Inventors: Gordon D. Latos
Original assignee: Nowsco Well Service Ltd
Current assignee: Nowsco Well Service Ltd
Priority date: 1992-07-13
Filing date: 1994-01-21
Publication date: 1995-07-04
Anticipated expiration: 2012-07-13
Also published as: EP0661459A1

Abstract

A double acting reciprocating intensifier uses a single low pressure fluid stream as both the power supply and the source of fluid the pressure of which is to be intensified. The entire device, including flow paths, is confined within a compact cylindrical housing. Tandem drive pistons minimize operating frequency, while maximizing intensification ratio and output volume flowrate. Placement of both high pressure cylinders downstream of the drive cylinders permits simple routing of flows through the centers of the low and high pressure pistons. A check valve connected between the high pressure pistons eliminates one of the four high pressure check valves required in the prior art. A single reciprocating valve, whose state is determined by drive and high pressure piston position, coordinates all of the drive side flows. Various components perform multiple functions to permit the compact shape.

Description

This application is a continuation of application Ser. No. 07/912,445, filed Jul. 13, 1992 (now abandoned).

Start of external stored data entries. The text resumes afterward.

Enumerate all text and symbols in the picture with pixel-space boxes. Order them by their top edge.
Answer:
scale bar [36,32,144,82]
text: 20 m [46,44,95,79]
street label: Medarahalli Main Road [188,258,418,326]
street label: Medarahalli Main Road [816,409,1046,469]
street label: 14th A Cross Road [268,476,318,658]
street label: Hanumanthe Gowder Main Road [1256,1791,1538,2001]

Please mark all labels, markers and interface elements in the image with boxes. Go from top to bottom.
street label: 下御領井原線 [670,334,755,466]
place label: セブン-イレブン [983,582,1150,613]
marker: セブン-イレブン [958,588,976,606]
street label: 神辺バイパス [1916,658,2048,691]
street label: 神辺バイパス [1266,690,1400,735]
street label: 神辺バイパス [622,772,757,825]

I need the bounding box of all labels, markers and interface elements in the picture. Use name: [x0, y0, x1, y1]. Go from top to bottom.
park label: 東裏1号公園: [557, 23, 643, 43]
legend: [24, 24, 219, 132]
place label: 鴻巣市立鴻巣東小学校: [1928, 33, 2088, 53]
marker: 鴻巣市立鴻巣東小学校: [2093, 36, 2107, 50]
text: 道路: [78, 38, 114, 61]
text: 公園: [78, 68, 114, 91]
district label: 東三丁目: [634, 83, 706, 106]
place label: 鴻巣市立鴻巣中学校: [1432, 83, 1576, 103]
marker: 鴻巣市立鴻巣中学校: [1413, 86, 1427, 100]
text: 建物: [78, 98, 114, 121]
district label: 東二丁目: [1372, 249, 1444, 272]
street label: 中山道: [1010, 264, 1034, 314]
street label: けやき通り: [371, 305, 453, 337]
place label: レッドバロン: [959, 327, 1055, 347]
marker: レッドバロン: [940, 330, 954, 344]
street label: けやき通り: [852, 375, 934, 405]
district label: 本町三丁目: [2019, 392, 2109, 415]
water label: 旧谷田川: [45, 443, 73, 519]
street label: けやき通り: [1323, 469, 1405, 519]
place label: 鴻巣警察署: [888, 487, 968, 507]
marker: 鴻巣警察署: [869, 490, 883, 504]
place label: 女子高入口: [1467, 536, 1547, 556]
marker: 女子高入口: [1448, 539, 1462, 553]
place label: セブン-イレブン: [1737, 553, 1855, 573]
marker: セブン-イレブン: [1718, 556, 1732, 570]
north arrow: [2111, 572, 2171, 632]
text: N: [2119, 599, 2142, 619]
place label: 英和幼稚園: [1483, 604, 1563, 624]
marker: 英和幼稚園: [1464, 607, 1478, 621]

BACKGROUND OF THE INVENTION

1. Field of the Invention

This invention relates to a device for intensifying pressure of a flowing fluid, and more specifically to a double acting reciprocating intensifier where a single low pressure fluid stream serves as both the power supply and the source of the fluid to be intensified.

2. Description of the Prior Art

Many applications require high pressure fluids at locations remote from high pressure pumping equipment. Pumping fluids to remote locations is commonplace at moderate pressures. However, cost increases dramatically with pressure and remoteness. An alternative approach is to pump moderate pressure to an intensifier which develops the required higher pressure at the site of the application.

Patent disclosures for pressure intensifiers (some of them for downhole and other remote applications) date back a number of years (See U.S. Pat. Nos. 2,293,076, 3,809,502, 3,952,516, 4,047,581, 4,820,136). However, downhole and other remote intensifiers have not come into common use. Other patent disclosures (U.S. Pat. Nos. 3,112,800, 3,901,559, 3,945,207, 4,202,656, 4,458,766, 4,535,429, 4,618,12, 4,705,069) employ the principle of fluid pressure intensification or other relevant principles.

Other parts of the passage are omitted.